At Duke, most doctors order large next-generation sequencing panels, typically for patients with metastatic disease, though patients may be tested earlier depending on the kind of cancer they have. The cancer institute has partnered with several "preferred diagnostic vendors" for NGS profiling, according to Strickler, including Foundation Medicine, Guardant Health, Caris, and Invitae. His group selected Foundation Medicine as a partner for this project. After patients are tested, the MTB typically discusses their cases within a week.

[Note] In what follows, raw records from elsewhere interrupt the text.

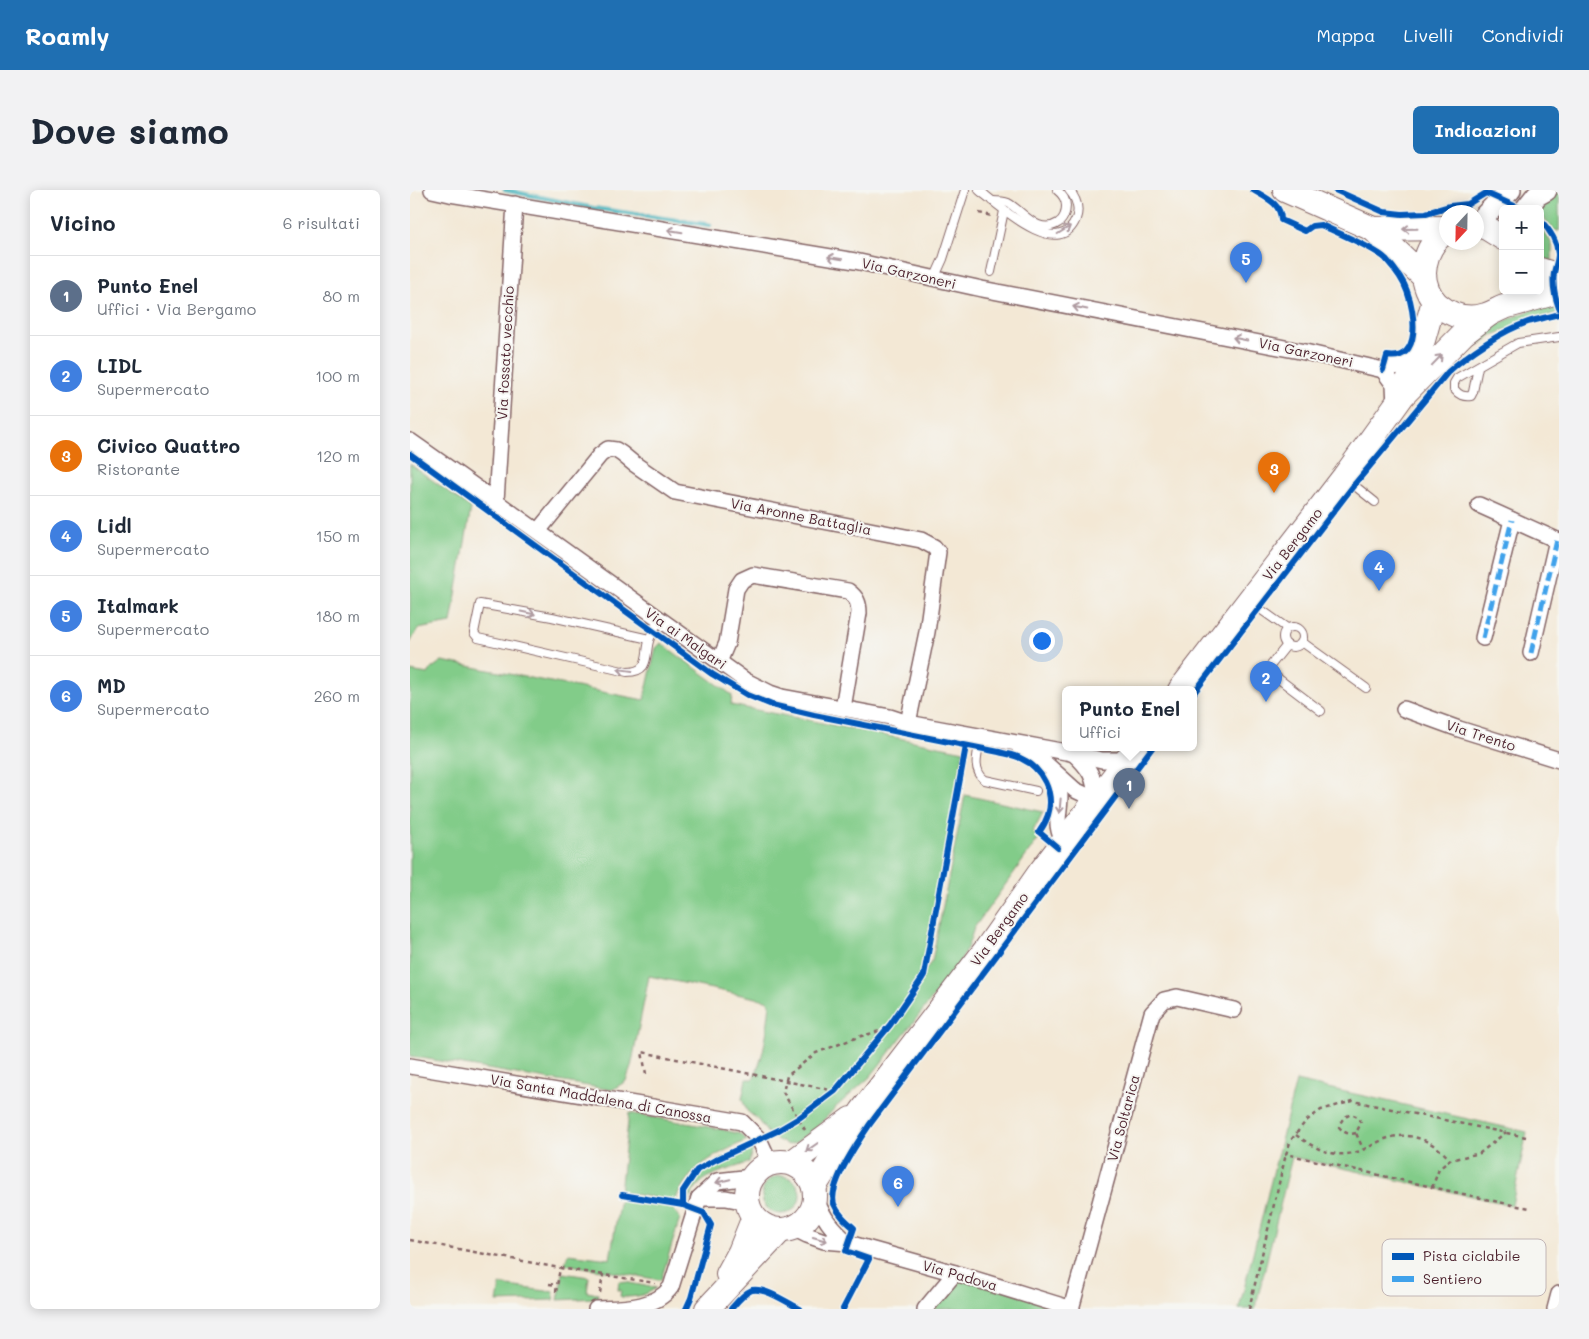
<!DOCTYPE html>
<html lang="it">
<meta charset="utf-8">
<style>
:root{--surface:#fff;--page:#f2f2f3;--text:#1f2937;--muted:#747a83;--line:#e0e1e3;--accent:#1f6fb2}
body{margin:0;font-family:Mali,sans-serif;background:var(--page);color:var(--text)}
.controls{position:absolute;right:15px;top:15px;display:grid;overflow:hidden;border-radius:8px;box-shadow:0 2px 12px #0003}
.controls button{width:45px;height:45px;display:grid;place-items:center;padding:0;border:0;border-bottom:1px solid var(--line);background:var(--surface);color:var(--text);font:25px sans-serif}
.compass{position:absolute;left:1029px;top:15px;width:45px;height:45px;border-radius:50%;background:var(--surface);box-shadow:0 2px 12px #0003;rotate:202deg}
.you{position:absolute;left:631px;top:450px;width:18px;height:18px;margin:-12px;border:4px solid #fff;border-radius:50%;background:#1a73e8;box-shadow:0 0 0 8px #1a73e833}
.badge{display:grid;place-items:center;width:32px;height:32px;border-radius:50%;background:var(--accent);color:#fff;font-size:16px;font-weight:700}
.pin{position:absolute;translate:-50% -41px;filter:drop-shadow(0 1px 2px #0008)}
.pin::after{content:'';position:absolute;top:26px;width:18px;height:15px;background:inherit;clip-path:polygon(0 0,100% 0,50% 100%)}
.popup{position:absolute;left:652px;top:496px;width:135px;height:65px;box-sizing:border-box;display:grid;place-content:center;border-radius:8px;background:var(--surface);filter:drop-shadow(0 1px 4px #0005);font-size:16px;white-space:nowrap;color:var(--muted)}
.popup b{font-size:19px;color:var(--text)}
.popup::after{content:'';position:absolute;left:50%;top:100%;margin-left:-10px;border:10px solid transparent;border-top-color:var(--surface)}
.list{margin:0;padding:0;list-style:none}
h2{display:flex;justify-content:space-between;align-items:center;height:65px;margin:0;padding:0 20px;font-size:21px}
h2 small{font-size:16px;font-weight:400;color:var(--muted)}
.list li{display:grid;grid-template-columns:32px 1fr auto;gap:15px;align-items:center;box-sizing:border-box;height:80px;padding:0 20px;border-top:1px solid var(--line)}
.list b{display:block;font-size:19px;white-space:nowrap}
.list p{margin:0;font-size:16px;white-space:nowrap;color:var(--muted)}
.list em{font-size:16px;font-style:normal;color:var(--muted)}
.map{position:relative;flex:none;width:1149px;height:1119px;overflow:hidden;border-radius:8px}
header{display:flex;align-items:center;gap:30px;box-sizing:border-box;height:70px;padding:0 25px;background:var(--accent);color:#fff}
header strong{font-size:24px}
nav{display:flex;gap:28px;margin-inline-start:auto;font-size:18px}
.intro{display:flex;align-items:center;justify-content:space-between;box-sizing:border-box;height:120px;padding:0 30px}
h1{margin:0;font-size:35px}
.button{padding:12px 22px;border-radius:8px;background:var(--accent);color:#fff;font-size:18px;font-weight:700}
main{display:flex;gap:30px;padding:0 30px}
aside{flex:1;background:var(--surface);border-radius:8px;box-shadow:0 2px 12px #0003}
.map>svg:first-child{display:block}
.green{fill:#82cc89;stroke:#66765a}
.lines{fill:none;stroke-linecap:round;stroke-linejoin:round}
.stream{stroke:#41b1bb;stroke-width:4.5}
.lane-casing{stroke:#856566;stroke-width:10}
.street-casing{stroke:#856566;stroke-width:18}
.secondary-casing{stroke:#856566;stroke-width:24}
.primary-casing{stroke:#856566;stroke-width:26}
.path{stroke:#856566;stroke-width:2.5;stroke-dasharray:4 4;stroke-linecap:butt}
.lane{stroke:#fff;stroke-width:8}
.street{stroke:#fff;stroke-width:15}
.secondary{stroke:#fff;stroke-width:21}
.primary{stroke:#fff;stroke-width:24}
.quiet{stroke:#40a2eb;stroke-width:5;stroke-dasharray:10 5;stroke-linecap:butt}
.cycleway-casing{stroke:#f6f6f2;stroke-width:9}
.cycleway{stroke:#0057b8;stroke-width:6}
.oneway{stroke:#ae9aa0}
.labels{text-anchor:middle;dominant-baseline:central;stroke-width:4;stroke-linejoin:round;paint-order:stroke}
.street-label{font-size:14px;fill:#4a1f2b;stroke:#f6f6f2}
.key{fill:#f6f6f2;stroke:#c2b6b6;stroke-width:1}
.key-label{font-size:14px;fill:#4a1f2b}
</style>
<header>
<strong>Roamly</strong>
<nav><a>Mappa</a><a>Livelli</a><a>Condividi</a></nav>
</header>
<div class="intro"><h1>Dove siamo</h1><a class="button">Indicazioni</a></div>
<main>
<aside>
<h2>Vicino<small>6 risultati</small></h2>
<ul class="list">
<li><span class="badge" style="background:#5c6f8a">1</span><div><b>Punto Enel</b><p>Uffici · Via Bergamo</p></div><em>80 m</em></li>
<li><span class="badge" style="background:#3f7fe0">2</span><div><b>LIDL</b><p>Supermercato</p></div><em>100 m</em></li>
<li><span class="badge" style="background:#e8710a">3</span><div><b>Civico Quattro</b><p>Ristorante</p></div><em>120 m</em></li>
<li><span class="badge" style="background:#3f7fe0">4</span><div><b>Lidl</b><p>Supermercato</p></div><em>150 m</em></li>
<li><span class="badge" style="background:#3f7fe0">5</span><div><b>Italmark</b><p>Supermercato</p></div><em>180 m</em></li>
<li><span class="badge" style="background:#3f7fe0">6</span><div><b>MD</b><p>Supermercato</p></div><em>260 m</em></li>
</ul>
</aside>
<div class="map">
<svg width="1149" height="1119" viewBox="0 0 1149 1119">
<rect width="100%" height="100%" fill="#f6f6f2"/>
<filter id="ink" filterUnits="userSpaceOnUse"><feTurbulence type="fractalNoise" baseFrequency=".02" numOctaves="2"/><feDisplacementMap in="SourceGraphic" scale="10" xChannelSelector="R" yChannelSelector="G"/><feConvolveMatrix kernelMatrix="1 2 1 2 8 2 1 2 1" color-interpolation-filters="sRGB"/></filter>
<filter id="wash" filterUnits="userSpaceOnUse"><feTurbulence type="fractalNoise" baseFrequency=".0096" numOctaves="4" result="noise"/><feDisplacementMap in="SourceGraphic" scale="20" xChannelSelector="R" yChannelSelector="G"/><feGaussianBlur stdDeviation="1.12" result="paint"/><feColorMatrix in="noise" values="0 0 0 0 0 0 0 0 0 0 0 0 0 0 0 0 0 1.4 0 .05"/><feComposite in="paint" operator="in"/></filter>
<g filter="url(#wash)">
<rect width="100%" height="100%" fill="#f3e8d5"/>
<!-- green -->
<g class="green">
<polygon points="1149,1 1149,41 1144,40 1130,24 1130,19 1124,19 1138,6"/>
<polygon points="1130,35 1142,54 1142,71 1130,67"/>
<path d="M1149 110V122L1082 145 1047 171 1042 167C1069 137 1112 124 1149 110Z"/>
<polygon points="0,274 61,318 41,433 8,439 0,453"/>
<path d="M251 453 322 505 321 515 554 561 512 784 522 771 555 605 633 622 623 641 629 648 564 738 558 756 547 777 460 887 426 917 406 938 385 953 378 955 360 946 347 929 337 921 332 909 336 889H343C355 866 357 839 360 814L356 810 239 786 221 877 216 891 202 900 0 866V481L18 484 22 478 32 471 234 510 246 458Z"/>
<polygon points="886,891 1117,942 1102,1015 882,967 845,1119 829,1119"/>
<path d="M219 923 310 939 330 944 337 950C304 966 280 975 265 1011L210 1002Z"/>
<path d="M344 955 339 972C314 983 287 982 278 1014L275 1011C282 978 315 966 344 955Z"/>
<circle cx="371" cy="1005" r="19"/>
<polygon points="210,1008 261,1016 270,1028 251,1090 155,1074 158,1064 200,1069"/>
<polygon points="153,1083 179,1087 177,1102 188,1104 187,1108 148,1110"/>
<polygon points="545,1083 661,1119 515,1119"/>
<path d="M209 1091 246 1098C235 1106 226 1107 212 1107L210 1106 211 1100H208Z"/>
<polygon points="90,1095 144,1102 143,1110 87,1112"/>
</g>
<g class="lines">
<!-- stream -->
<polyline class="stream" points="95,0 183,18 300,35"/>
</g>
</g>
<g filter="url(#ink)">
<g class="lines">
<defs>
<g id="lane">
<path d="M569 0C588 15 649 72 666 29 670 18 666 8 659 0"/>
<path d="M582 11C587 11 593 11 598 13 613 21 628 46 648 33 653 30 656 23 656 16 656 10 652 4 647 0"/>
<polyline points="581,82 594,21"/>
<polyline points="524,89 533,69 555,0"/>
<path d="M1068 177 1063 202 1061 206C1053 207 1049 205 1044 199V193L1047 188 1108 153 1149 147"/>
<polyline points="935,288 965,312"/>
<polyline points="840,412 877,438"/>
<circle cx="883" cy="447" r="10"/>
<path d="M239 449 142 427 70 414 64 443 68 448 217 482C242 482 234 463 240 448 242 441 246 436 250 430"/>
<polyline points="892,452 956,498"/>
<polyline points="877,455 857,480 911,521"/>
<path d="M571 547C568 562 561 579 575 590L626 601"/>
</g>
<g id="street">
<polyline points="22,0 40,4 445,71 572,99 895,162 973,180 1004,171"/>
<polyline points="973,180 984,195 985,215"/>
<path d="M0 251C113 330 224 411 336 491L360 503 372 507 480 527 498 533 656 562 692 570H716"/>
<polyline points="86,311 105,14"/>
<polyline points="1069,315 1149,351"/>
<polyline points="128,341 190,265 198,259 206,260 212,264 223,273 265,302 511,350 524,357 528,362 517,442 498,533"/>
<polyline points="1073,448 1102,330"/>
<polyline points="1121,463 1147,350"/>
<path d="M309 472 317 453 326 399 332 390 343 385 438 401C446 407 449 412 449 423L433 518"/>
<polyline points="994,519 1049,539 1149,570"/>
<path d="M610 558 624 563 665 600 686 610C685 587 680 579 664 564"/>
<path d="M643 584C655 607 648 611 648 634 648 640 651 647 653 653"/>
<polyline points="0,876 332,932 349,949 360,973"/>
<polyline points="289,1008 316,1008 337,1012"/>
<path d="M405 1008C415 1030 420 1037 438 1053"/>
<polyline points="383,1038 397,1045 414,1051 438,1053 545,1083 662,1119"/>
<path d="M186 1119C213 1118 245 1119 261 1097L289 1008 307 991 342 987"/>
<polyline points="515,1119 545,1083"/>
<polyline points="661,1119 742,823 754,810 767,807 824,820"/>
<polyline points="1145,1119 1149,1104"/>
</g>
<g id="secondary">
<polyline points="1116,19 1127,5 1136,0"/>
<polyline points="1066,35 1100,0"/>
</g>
<g id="primary">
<polyline points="875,0 963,39 1014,87"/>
<polyline points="1066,35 1077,38 1093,48"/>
<polyline points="963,39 1036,38"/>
<path d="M1036 42C1021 51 1015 65 1014 83 1014 94 1019 107 1027 114 1041 126 1058 131 1076 125 1083 123 1088 119 1094 117 1112 112 1131 107 1149 101"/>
<polyline points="1130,80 1149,86"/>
<polyline points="995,199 1013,150 1024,111"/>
<polyline points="770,500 934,287 993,205 1053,144 1078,125"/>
<circle cx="371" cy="1006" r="34"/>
<polyline points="381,973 441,929"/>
<polyline points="404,997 452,921 577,758 631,681 726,558"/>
<polyline points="318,1084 330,1062 344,1027"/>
<polyline points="297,1119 371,1040"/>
</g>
</defs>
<!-- lane casing -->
<use href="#lane" class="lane-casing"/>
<!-- street casing -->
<use href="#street" class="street-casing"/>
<!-- secondary casing -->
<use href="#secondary" class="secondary-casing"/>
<!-- primary casing -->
<use href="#primary" class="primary-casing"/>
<!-- path -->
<g class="path">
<polyline points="569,23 582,26"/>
<polyline points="632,637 629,642 634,646"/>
<polyline points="236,884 232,862 425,901"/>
<polyline points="395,940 373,902 377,886 406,863 448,847 477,839"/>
<path d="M946 943C939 945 934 943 929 937 931 930 934 927 941 924L948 927 951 933 946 943 953 959"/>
<path d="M886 945C903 957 921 968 943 963 954 961 965 953 975 949 999 940 1025 951 1040 970"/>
<polyline points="1116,947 943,911 911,920 896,931 881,950 876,964 1102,1015 1120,1018"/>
<polyline points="1022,998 1029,979 1040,970 1070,963 1096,942"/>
<polyline points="212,1005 272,1015"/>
<polyline points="0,1050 150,1078 245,1093"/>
<polyline points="139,1094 147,1095"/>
<polyline points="146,1102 150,1078"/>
<polyline points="190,1103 193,1084"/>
<polyline points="839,1119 876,964"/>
</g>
<!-- lane -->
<use href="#lane" class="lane"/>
<!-- street -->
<use href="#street" class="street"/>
<!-- secondary -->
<use href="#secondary" class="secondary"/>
<!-- primary -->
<use href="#primary" class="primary"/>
<!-- quiet -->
<g class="quiet">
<polyline points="1073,448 1102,330"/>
<polyline points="1121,463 1147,350"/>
</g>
<defs>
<g id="cycleway">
<path d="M843 0C856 8 871 13 871 30L895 41 902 36 911 35C926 42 965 58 976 69 984 78 993 89 997 101 1005 122 1012 172 977 166L973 180"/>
<polyline points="925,0 974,22 992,24 1016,23 1040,16 1058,14 1076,3 1111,19"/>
<path d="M1130 30C1139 39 1147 51 1148 64 1148 71 1145 77 1144 83 1142 96 1145 107 1149 118"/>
<path d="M0 264 302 484 337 505 362 515 404 525 589 562C596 564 605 565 612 569 632 578 645 603 638 625 636 631 633 637 629 642L648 658"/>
<path d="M783 504 944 295 1038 182C1059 163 1092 141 1118 132 1128 129 1139 127 1149 124"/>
<polyline points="212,1005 273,1015 294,1023 301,1035 281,1108 276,1119"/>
<polyline points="273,1015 273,1001 287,980 305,970 367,941 389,928 425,901 480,835 511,790 514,785 556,556"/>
<path d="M321 1119C326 1113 334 1103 342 1100 355 1097 378 1113 390 1119"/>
<path d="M433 1119 459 1069 436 1061 444 1038C436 1031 428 1024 424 1014 418 995 449 950 460 934L742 558"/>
</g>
</defs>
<!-- cycleway casing -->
<use href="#cycleway" class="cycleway-casing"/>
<!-- cycleway -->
<use href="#cycleway" class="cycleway"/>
</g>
<!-- one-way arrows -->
<defs><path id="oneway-shaft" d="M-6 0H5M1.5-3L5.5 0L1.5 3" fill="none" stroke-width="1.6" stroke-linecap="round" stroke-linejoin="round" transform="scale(1.25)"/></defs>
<g class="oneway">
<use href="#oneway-shaft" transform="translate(1000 39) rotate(179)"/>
<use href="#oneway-shaft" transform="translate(654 40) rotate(-32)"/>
<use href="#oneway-shaft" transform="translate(265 41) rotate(-171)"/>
<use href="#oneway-shaft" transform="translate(425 68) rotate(-171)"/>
<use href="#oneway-shaft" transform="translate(670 118) rotate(-169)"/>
<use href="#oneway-shaft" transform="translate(830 149) rotate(-169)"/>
<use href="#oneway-shaft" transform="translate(1027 170) rotate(-46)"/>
<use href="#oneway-shaft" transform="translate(118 423) rotate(11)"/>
<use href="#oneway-shaft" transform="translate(215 480) rotate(-172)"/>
<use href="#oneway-shaft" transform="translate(650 616) rotate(95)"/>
<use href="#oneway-shaft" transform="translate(402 957) rotate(145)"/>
<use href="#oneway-shaft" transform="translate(313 991) rotate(167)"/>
<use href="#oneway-shaft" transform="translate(410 1049) rotate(16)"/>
</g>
</g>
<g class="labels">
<!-- street labels -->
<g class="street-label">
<text transform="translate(499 83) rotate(13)">Via Garzoneri</text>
<text transform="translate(896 162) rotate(12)">Via Garzoneri</text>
<text transform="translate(95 163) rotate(-87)">Via fossato vecchio</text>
<text transform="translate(391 326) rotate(11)">Via Aronne Battaglia</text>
<text transform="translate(882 354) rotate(-52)">Via Bergamo</text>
<text transform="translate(276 448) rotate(35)">Via ai Malgari</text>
<text transform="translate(1071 545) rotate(18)">Via Trento</text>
<text transform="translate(589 739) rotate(-54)">Via Bergamo</text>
<text transform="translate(191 908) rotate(10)">Via Santa Maddalena di Canossa</text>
<text transform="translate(713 928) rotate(-75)">Via Soltarica</text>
<text transform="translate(550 1085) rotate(16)">Via Padova</text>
</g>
</g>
<!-- legend -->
<rect x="972" y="1049" width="164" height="57" rx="8" class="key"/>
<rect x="982" y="1063" width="22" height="7" fill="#0057b8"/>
<rect x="982" y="1086" width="22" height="6" fill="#40a2eb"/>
<g class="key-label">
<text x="1013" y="1071">Pista ciclabile</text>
<text x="1013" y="1094">Sentiero</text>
</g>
</svg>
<div class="controls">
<button>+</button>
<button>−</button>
</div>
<svg class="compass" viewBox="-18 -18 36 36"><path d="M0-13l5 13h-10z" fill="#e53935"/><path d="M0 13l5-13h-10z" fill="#747a83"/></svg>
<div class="you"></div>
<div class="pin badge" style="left:719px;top:619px;background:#5c6f8a">1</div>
<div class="popup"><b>Punto Enel</b>Uffici</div>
<div class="pin badge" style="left:856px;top:512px;background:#3f7fe0">2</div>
<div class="pin badge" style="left:864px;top:303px;background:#e8710a">3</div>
<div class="pin badge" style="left:969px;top:401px;background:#3f7fe0">4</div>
<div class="pin badge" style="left:836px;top:93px;background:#3f7fe0">5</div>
<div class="pin badge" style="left:488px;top:1017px;background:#3f7fe0">6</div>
</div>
</main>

One aspect of the project is to collect data on current molecular profiling usage among Duke Cancer Network affiliates. Strickler noted that there isn't a good understanding of how many patients in rural, community settings receive testing because "it's highly provider specific." Once researchers have baseline data on NGS testing patterns among community oncologists in the network, they will continue tracking testing rates at community sites to see if greater access to Duke's MTB and other services is improving access.

With greater insights into the testing needs and access gaps among network affiliates, the project will build an internal workflow for the community oncologists to order NGS profiling through the Duke Department of Pathology and receive support from the MTB.

In the past, the Duke Cancer Institute has had difficulty reviewing patients' records and molecularly profiling results from affiliate clinics, according to Strickler, because the format of the test results is difficult to upload in the electronic medical records system. Moreover, legal barriers prevent patient data from moving easily between institutions.

To address this, Duke is developing a bioinformatics workflow to ensure patient records and molecular profiling results are accessible and can move seamlessly between the community sites and its cancer institute. With this workflow, the MTB will have full access to a patient's records, and they will be able to review cases and provide decision-making support to doctors at an affiliate site as easily as they would a colleague at the main Duke Health campus.

Since the MTB access project will focus on communities with high levels of poverty, the cancer institute will also support and advocate for patients who receive bills for the molecular testing they receive. Specifically, Duke's relationships with preferred diagnostic vendors can prevent patients getting bills in the first place. A condition of being a preferred vendor, according to Strickler, is that patients won't receive surprise or excessively high bills. If patients receive a bill, the MTB will reach out to the test vendor to resolve the issue, he added.

Strickler believes Duke's program will be able to provide community doctors better end-to-end support, from guiding testing and treatment decisions to financial support. "It's a much deeper level of support than they would have otherwise received either locally or by relying exclusively on a commercial vendor's workflow," Strickler said. "Before this grant, there was no way for a patient from one of these rural community settings to have all of their information, clinical and molecular data, flow to our molecular tumor board in a compliant way."

The project has kicked off with two Duke Cancer Network sites in Robeson and Scotland counties in North Carolina. In these two counties, about a third of the population is low-income, Strickler said. That, along with the counties' distance from an academic medical center, makes accessing precision oncology care more difficult.

While the project has just begun, Strickler is optimistic that by giving greater access to simpler testing workflows and MTB expertise — or "concierge support" as he calls it — doctors will be able to identify more lung and thyroid cancer patients in the community with actionable biomarkers, increase their opportunities for precision oncology care, and improve outcomes. Such support can also give patients who typically don't have the chance to partake in research more opportunities to enroll in clinical trials.

"One of the aspects of this project that I'm particularly enthusiastic about is that it will allow for our research to be more inclusive of patient populations that have typically been excluded," Strickler said. "And it will allow us to generate scientific insights that are more broadly applicable to a real-world population."